How to fit a backpack – Tips to look out for
- Leaning slightly forward will help you maintain balance as you hike because your center of gravity is slightly shifted backward by your backpack. The backpack’s weight will fall on your back and strain if you carry the bag for a long time.
- Shrug your shoulders to ensure the waist belt is on top of your hips when wearing the backpack. Adjust the waist belt to a snug fit when shrugging, then relax your shoulders. The top of your hips should be where the backpack rests.
- While hiking, take off your backpack when you stop for a break. Stretch out to relax your muscles.
- Shift more weight onto the waist belt and loosen the shoulder straps if your shoulders become worn out. Later, you can tighten the shoulder straps and slightly loosen the waist belt.
As a hiker, you can choose the right backpack, fine-tune the suspension to perfectly fit your body, and make your next trek more enjoyable.

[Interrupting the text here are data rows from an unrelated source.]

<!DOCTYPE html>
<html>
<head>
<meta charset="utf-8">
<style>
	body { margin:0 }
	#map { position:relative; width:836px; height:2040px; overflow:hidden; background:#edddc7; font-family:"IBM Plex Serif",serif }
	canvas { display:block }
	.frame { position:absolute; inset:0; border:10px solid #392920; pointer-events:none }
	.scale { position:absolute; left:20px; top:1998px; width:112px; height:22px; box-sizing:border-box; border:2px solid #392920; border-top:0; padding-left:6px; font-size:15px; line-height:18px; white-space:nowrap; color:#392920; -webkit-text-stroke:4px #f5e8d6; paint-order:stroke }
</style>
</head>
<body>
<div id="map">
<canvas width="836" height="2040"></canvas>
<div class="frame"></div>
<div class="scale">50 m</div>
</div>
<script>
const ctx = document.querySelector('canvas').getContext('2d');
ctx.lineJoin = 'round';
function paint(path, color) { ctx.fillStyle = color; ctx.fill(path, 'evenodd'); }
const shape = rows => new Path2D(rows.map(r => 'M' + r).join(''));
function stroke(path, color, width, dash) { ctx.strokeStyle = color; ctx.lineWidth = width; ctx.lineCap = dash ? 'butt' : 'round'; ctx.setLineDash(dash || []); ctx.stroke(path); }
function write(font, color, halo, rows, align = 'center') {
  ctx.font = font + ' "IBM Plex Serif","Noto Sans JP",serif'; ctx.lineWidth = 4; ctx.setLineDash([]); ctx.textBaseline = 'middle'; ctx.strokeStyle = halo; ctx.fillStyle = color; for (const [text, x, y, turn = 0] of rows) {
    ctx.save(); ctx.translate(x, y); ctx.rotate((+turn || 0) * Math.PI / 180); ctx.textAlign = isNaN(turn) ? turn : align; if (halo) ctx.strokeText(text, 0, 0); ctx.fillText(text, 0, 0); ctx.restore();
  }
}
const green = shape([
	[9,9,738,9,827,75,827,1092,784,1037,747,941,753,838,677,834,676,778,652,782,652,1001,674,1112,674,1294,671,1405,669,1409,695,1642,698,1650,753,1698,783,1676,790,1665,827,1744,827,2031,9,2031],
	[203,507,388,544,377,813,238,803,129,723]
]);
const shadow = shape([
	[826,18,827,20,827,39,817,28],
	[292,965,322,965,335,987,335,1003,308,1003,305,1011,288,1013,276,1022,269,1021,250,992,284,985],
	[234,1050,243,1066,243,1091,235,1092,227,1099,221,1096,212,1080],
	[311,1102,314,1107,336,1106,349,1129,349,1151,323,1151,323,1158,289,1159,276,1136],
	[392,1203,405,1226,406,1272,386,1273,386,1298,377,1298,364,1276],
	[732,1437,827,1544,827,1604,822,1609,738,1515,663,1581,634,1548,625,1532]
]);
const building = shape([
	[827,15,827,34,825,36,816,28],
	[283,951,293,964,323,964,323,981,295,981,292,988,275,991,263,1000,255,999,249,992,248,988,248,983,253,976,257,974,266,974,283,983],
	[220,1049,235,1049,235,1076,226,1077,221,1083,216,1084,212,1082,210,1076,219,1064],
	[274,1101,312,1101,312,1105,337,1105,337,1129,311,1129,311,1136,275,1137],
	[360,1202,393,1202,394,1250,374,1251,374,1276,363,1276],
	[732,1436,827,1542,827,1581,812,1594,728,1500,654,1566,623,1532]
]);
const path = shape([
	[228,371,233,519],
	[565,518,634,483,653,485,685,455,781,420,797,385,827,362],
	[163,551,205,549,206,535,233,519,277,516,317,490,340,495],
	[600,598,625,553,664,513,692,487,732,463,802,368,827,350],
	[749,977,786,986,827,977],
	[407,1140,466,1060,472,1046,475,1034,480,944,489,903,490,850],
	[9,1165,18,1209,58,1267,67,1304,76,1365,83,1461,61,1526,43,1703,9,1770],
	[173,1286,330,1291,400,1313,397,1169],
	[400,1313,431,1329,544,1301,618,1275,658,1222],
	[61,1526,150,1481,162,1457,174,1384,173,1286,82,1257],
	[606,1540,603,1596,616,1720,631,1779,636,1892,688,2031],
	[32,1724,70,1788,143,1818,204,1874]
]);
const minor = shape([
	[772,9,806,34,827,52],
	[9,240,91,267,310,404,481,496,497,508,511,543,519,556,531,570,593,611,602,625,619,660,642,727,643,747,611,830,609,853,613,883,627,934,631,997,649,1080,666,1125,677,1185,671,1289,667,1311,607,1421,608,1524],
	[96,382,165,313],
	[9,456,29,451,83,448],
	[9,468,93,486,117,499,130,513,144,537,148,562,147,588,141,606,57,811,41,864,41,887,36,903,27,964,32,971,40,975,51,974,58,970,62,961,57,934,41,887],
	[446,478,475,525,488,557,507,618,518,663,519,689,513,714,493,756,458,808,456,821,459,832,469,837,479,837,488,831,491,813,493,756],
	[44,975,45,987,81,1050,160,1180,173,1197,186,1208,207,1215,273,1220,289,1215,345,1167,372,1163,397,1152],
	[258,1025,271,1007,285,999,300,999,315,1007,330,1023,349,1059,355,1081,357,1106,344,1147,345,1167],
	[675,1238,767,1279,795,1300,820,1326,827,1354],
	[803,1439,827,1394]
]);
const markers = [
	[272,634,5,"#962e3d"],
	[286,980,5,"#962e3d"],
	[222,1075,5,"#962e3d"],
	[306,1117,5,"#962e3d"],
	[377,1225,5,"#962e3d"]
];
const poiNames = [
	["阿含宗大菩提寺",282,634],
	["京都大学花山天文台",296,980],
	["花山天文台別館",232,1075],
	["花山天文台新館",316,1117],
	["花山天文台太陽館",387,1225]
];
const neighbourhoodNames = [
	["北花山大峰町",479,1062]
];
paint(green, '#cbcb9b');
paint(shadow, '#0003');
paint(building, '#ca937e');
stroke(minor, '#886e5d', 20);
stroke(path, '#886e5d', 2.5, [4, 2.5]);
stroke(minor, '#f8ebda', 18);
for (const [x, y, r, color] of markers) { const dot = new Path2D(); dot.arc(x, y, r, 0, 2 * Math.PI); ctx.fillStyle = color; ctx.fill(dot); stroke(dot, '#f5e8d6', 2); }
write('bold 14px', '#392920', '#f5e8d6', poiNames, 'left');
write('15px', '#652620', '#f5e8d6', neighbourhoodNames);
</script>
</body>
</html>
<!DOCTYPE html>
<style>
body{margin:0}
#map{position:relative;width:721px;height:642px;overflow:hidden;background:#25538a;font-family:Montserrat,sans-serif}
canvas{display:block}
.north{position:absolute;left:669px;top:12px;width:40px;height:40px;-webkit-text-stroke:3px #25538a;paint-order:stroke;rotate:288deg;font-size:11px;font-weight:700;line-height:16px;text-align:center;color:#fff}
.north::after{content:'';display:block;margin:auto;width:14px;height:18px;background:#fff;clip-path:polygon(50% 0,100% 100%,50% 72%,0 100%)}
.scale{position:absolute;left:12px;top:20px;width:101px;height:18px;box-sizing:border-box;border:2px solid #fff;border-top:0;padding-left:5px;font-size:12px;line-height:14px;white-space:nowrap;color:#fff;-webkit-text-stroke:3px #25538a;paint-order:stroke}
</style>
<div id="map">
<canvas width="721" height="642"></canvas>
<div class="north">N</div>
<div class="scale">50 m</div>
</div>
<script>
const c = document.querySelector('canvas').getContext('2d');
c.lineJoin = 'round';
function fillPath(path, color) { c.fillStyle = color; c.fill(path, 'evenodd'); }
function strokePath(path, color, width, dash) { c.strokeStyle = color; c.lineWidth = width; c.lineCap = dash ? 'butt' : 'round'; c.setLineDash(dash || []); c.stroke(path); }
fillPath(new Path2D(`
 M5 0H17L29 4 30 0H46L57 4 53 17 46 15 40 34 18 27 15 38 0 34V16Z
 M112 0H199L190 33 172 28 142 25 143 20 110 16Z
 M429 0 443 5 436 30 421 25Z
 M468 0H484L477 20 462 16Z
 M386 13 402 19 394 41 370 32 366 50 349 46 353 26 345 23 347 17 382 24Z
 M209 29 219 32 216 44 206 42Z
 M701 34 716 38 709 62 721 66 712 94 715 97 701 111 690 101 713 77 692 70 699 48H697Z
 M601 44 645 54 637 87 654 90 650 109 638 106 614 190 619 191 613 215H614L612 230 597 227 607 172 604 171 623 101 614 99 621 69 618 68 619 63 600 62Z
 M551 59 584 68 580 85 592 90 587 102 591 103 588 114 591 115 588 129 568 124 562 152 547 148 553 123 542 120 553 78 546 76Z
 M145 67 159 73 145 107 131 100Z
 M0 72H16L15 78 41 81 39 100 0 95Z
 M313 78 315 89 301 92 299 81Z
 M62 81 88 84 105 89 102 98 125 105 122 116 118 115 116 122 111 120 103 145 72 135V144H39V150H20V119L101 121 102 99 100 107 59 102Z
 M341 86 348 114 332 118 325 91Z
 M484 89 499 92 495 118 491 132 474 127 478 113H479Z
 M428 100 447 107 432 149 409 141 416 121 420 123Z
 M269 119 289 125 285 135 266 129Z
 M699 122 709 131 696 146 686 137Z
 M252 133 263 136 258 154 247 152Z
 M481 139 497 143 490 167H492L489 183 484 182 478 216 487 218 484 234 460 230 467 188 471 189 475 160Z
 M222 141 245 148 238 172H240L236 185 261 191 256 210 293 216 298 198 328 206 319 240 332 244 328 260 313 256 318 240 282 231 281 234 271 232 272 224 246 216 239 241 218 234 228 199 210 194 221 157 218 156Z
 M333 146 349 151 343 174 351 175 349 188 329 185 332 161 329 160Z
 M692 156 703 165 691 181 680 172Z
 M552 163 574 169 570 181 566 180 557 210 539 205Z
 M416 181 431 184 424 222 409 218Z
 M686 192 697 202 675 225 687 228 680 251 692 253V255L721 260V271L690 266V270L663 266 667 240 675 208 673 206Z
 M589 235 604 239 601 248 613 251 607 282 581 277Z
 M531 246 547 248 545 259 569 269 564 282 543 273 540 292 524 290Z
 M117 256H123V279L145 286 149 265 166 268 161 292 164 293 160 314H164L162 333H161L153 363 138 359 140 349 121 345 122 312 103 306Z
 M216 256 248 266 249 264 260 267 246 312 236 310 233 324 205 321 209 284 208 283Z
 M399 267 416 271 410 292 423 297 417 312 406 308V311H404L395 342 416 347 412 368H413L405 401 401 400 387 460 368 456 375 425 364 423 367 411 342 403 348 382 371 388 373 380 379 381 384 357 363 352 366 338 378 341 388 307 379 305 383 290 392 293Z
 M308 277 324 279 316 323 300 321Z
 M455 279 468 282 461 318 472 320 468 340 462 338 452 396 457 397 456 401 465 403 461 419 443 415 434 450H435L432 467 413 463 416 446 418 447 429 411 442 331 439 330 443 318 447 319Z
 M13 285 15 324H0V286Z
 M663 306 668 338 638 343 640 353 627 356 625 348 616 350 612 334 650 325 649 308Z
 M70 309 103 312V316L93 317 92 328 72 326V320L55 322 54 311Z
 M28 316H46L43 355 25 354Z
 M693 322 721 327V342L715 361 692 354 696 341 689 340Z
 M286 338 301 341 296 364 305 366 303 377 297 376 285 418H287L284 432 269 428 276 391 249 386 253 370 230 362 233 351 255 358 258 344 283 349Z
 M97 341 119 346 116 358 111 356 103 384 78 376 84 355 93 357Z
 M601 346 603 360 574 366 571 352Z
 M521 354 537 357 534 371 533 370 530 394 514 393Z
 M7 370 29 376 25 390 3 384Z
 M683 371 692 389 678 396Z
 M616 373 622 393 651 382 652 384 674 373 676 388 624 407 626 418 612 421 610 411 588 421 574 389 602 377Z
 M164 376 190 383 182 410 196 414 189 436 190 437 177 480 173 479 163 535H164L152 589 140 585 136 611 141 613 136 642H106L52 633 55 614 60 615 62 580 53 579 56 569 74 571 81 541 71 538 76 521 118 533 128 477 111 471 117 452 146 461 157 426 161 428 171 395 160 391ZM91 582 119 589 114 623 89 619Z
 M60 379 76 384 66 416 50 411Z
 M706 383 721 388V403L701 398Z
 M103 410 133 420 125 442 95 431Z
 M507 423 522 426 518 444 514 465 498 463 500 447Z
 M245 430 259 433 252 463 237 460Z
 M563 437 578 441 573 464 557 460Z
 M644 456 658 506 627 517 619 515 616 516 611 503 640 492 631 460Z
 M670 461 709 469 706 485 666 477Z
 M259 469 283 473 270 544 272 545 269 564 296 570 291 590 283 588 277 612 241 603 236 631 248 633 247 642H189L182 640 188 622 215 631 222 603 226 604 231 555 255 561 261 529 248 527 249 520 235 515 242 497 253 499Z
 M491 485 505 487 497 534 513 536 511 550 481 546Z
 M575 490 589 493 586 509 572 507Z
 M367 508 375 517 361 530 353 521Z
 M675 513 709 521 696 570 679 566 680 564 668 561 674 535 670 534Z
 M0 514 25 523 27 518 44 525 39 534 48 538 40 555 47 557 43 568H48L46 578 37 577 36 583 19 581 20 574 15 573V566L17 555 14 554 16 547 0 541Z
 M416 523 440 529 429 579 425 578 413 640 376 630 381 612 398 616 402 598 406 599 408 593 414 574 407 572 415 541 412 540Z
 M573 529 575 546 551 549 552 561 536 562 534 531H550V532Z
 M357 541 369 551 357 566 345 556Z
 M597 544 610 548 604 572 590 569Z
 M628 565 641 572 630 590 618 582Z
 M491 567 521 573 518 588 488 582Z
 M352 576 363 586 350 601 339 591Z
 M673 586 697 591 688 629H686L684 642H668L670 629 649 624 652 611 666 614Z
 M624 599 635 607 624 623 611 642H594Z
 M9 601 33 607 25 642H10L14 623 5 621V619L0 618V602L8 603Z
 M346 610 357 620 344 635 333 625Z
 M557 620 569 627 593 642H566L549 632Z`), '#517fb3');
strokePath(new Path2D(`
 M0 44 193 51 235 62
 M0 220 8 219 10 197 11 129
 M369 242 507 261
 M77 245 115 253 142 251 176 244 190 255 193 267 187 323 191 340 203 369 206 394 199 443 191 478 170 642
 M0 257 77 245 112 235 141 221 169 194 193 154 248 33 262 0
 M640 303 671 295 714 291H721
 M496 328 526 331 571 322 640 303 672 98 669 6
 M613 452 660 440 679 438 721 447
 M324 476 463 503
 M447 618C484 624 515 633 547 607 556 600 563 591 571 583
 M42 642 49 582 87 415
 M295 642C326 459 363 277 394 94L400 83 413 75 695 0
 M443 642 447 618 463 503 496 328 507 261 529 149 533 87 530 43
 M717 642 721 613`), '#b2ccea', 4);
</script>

This article will make it easier for you to fit your backpack for any adventures! Please comment below if you have any additional tips on anything we missed!
How is a backpack supposed to fit?
The pack should sit an inch above your hips and not go past your waist. When wearing different clothing, reposition the straps, so they are neither too tight nor too loose. As you walk, your bag shouldn’t swing side to side.
How should a backpack sit on your back?
The top of your hips should be where the backpack rests. Take off your backpack when you stop for a break while hiking. Stretch out to give your muscles a break. Shift weight onto the waist belt (slightly tightened) and loosen the shoulder straps.
Is it better to have your backpack tight or loose?
Muscles may be strained by bags carried across the chest, over the shoulder, or with just one strap. Ensure you use both shoulder straps. Adjust the straps, so the backpack is snug against your body. The pack shouldn’t sag down to the butt but should instead lay evenly in the center of the back.
Are bigger backpacks better?
More room is available with larger backpacks. As you go up in size, even the identical backpack in small, medium and large will provide you additional liters of capacity. Though it depends on your height, there is little flexibility in the size you pick.
Should there be a gap between a backpack and your back?
You should place your backpack in the center of the chest, across the sternum. Examine the pack’s placement with your back as well. The pack should fit as snugly as possible to keep the center of gravity close to your body, with the smallest gaps.
Why is my backpack so uncomfortable?
Ensure the backpack you’re wearing is appropriately sized and suited to your body if it’s hurting you, pulling in an odd direction, or making you feel uncomfortable. Even if you’ve gone backpacking before, you must be aware that some backpacks come in several sizes.